Hasmik Keshishian (Cambridge, MA / US), Christopher A. Jin (Palo Alto, CA / US), Patrick Hart (Cambridge, MA / US), Gregory R. Smith (New York, NY / US), Gayatri Iyer (Ann Arbor, MI / US), James Sanford (Richland, WA / US), Scott Trappe (Muncie, IN / US), Natalie Clarck (Cambridge, MA / US), Paul M. Coen (Orlando, FL / US), Bret H. Goodpaster (Orlando, FL / US), Anna Thalacker-Mercer (Birmingham, AL / US), Samuel Montalvo Hernandez (Palo Alto, CA / US), Daniel H. Katz (Palo Alto, CA / US), Charles F. Burant (Ann Arbor, MI / US), Josh Adkins (Richland, WA / US), Steven A. Carr (Cambridge, MA / US), MoTrPAC Study Group (Cambridge, MA / US)
The Molecular Transducers of Physical Exercise Consortium (MoTrPAC) was established to deeply and systematically characterize the molecular basis of exercise through integrative, multi-omics analysis of tissues obtained from rats and human participants1. For the clinical study, sedentary participants were recruited and randomized into endurance exercise (EE), resistance exercise (RE) and control (CON) groups. Vastus lateralis muscle biopsies were collected before a sub maximal acute bout of either EE or RE and at one of several time points after following the acute bout (30min, 3.5h, and 24h). Tissue collection was performed in the CON group at the same time points, but without exercise. Muscle tissue samples were analyzed by ATAC-seq, transcriptomics, proteomics, phosphoproteomics and metabolomics, with the goal of identifying dynamic molecular changes in response to an acute bout of EE or RE including divergent molecular responses between the two modes of exercise.
Data QC and differential analysis for all omes were performed using limma and variancePartition packages in R2, respectively. For differential analysis, a linear mixed model was used with participant as the random effect, timepoint-exercise intervention as an interaction term and sex, age, clinical site, and BMI as covariates. Exercise intervention groups (EE and RE) were compared to matched timepoint CON values to identify significantly changed features.
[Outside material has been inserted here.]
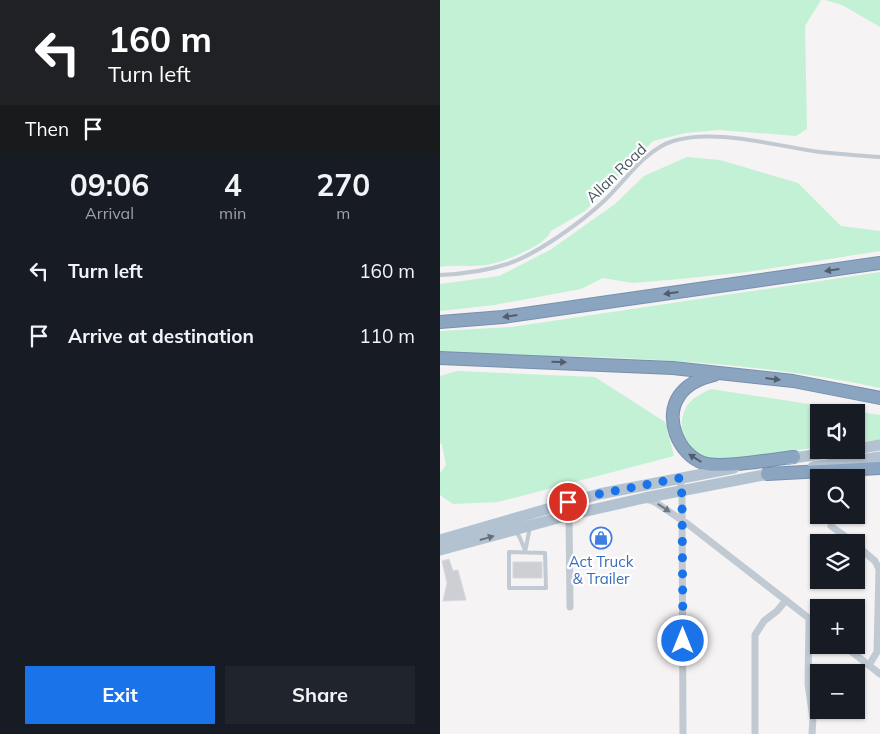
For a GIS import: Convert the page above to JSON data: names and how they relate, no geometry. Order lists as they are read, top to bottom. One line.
{"streets":{"lane":["Allan Road"]},"places":{"shop":["Act Truck & Trailer"]},"page":{"turn":["160 m","Turn left"],"then":"Then","eta":["09:06","Arrival","4","min","270","m"],"list":[{"name":"Turn left","value":"160 m"},{"name":"Arrive at destination","value":"110 m"}],"map_buttons":["+","−"],"buttons":["Exit","Share"]}}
Initial multi-omics analysis of an acute bout of exercise showed divergent behavior of different omes throughout the time course. Maximal changes in ATACseq, phosphoproteome and metabolome occur earlier (30min) than changes in the transcriptome (3.5h) and proteome (3.5h and 24h). Furthermore, the proportion of genes with annotated differentially accessible regions (DARs) based on ATACseq that are also differentially regulated genes (DEGs) in the RNAseq data overlap significantly, especially at the later time points (3.5h and 24h), suggesting a time delay between chromatin remodeling and gene expression. Additionally, PTM signature enrichment analysis, using PTM-SEA3 of the phosphoproteome data, shows enrichment of many kinase signatures, more pronounced after RE than EE. These include several MAPK kinase signatures following an acute bout of either exercise mode, consistent with prior findings4. Some overlap of omic dynamics is observed between changes in EE and RE; however, there is a considerable difference in magnitude of changes between modes of exercise, with RE resulting in a greater number of changed features. These MoTrPAC data provide initial insights into the multi-omic exercise responses in human skeletal muscle highlighting a dynamic and varied time course across the omes with common and specific signatures between EE and RE.